### PROBLEM TO SOLVE:
Go through the records below and copy out every line holding "drawer".

### GIVEN ENTRIES:

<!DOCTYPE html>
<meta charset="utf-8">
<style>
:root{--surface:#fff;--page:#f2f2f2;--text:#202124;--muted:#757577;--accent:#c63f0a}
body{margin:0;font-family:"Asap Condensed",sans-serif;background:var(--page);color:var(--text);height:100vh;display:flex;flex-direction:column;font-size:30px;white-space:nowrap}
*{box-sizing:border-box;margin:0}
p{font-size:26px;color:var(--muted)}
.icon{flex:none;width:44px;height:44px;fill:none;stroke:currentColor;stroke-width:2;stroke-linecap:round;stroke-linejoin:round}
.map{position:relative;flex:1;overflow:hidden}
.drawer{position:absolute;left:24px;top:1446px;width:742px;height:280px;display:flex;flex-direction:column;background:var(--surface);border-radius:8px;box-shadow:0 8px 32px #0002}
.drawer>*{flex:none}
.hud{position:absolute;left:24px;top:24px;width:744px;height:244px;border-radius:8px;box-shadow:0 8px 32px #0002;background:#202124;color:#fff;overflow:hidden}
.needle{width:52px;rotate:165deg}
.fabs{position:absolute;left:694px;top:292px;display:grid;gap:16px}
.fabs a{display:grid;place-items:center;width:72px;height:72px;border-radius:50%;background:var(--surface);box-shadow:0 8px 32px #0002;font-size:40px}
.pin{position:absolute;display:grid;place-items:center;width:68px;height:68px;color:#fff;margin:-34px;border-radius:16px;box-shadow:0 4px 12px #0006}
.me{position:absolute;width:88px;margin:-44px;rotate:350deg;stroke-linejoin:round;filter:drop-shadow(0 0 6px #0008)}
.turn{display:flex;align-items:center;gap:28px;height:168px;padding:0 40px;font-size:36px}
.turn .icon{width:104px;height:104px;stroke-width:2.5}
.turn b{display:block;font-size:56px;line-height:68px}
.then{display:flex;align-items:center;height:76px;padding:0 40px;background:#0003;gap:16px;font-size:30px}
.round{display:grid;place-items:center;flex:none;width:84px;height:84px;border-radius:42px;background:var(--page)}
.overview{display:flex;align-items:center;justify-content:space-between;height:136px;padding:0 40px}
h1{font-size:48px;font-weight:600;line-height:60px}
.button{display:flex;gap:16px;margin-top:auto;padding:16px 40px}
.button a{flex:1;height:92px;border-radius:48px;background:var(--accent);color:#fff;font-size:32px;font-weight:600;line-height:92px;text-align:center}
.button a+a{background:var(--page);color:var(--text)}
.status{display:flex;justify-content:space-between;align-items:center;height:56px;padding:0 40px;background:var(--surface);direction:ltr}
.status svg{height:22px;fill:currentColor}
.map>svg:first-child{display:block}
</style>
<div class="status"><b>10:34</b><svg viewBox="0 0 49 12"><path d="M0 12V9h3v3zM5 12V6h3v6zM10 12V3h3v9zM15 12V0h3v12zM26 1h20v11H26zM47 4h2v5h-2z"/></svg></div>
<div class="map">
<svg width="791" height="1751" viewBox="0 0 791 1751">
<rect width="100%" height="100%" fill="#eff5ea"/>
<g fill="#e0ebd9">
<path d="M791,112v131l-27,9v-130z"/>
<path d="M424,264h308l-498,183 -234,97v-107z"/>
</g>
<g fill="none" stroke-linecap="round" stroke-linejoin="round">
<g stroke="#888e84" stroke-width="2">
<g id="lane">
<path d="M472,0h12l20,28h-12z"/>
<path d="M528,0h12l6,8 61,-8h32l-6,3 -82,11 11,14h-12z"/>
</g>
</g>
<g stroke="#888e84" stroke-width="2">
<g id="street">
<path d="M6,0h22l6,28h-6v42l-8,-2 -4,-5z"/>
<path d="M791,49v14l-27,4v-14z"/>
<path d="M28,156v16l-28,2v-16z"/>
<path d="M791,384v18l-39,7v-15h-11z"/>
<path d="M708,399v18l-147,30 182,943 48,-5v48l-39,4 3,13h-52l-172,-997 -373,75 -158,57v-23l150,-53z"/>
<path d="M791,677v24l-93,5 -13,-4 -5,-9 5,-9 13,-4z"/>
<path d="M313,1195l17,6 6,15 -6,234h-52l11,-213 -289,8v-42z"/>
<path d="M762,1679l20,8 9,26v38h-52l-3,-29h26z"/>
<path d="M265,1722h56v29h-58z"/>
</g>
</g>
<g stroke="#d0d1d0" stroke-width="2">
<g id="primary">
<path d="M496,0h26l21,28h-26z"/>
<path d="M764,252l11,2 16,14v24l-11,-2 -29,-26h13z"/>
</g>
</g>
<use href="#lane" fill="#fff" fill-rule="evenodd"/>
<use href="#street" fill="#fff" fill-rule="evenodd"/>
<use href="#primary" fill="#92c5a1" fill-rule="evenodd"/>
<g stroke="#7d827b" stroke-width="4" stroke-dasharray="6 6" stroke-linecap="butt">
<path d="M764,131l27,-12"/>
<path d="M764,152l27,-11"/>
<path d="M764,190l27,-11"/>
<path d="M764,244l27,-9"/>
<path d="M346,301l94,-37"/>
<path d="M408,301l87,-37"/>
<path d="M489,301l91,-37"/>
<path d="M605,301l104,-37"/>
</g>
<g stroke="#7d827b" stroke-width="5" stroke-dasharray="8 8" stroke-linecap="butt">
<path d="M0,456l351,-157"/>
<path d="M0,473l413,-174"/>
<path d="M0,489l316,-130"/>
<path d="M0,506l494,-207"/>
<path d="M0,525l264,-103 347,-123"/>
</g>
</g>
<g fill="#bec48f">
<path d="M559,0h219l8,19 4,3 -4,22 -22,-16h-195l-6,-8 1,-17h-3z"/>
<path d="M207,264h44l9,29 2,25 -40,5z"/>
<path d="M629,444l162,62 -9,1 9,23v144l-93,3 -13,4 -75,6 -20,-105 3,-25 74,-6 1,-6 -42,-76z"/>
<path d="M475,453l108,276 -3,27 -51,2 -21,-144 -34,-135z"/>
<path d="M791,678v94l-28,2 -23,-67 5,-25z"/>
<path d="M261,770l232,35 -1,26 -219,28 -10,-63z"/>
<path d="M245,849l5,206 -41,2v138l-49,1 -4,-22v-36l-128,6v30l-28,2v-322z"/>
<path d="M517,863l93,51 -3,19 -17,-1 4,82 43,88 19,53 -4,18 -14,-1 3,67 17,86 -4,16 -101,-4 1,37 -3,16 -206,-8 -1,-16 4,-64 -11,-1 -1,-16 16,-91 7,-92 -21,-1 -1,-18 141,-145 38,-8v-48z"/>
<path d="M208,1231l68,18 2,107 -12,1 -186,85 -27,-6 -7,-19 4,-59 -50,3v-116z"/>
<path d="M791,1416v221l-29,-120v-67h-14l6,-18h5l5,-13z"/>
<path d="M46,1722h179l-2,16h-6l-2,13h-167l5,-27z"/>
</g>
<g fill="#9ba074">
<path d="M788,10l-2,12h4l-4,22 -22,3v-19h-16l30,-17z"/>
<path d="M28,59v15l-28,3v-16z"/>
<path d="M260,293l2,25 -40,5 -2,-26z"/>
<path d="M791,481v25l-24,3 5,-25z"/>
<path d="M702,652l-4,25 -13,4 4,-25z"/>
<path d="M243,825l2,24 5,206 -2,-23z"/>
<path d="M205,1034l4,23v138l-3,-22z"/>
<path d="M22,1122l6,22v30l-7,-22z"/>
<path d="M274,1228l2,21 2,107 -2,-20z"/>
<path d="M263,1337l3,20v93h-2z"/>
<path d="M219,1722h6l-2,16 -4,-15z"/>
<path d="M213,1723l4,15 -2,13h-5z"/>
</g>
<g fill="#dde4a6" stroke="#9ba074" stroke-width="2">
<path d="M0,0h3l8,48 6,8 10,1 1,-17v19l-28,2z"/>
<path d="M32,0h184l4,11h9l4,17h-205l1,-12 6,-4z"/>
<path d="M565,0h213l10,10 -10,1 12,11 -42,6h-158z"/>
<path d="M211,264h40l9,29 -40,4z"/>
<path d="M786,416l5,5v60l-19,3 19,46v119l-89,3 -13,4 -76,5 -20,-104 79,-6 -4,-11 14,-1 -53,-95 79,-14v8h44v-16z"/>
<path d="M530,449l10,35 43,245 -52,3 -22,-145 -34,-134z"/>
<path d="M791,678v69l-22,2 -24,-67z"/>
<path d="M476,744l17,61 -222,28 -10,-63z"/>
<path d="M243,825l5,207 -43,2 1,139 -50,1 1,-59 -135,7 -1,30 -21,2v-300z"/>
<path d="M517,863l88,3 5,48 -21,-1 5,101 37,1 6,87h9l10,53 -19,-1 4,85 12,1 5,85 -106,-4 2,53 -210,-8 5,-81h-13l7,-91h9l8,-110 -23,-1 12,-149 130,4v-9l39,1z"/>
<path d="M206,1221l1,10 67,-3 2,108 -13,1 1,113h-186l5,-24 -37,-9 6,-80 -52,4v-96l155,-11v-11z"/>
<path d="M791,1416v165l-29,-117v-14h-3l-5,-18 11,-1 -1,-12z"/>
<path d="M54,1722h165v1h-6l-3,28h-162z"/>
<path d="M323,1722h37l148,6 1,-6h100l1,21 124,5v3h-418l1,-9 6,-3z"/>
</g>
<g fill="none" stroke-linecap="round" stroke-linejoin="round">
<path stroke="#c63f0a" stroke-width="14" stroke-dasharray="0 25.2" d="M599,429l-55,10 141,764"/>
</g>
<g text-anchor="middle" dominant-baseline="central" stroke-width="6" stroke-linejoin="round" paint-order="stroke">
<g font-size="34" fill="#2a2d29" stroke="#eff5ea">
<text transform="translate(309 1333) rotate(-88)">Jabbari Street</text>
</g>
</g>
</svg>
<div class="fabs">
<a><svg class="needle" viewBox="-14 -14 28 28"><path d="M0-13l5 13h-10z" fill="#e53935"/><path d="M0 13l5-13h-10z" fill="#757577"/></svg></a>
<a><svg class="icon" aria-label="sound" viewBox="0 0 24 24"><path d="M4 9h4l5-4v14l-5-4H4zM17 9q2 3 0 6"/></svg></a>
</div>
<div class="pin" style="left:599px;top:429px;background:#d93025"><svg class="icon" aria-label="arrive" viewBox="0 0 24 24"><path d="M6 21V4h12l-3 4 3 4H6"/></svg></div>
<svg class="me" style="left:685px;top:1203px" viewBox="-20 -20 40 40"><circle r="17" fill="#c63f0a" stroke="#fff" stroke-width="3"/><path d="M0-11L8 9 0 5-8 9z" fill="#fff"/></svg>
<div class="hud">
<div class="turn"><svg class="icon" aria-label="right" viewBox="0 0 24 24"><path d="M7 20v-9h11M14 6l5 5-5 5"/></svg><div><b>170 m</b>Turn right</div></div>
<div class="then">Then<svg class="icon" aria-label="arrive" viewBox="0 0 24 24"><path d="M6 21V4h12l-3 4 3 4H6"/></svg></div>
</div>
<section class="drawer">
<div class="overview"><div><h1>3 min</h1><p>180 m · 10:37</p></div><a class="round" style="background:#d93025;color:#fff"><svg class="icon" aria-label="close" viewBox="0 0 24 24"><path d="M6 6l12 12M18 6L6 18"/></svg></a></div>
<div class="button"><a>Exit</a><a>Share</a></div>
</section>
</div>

### RESULT FOR THIS EXERCISE:
.drawer{position:absolute;left:24px;top:1446px;width:742px;height:280px;display:flex;flex-direction:column;background:var(--surface);border-radius:8px;box-shadow:0 8px 32px #0002}
.drawer>*{flex:none}
<section class="drawer">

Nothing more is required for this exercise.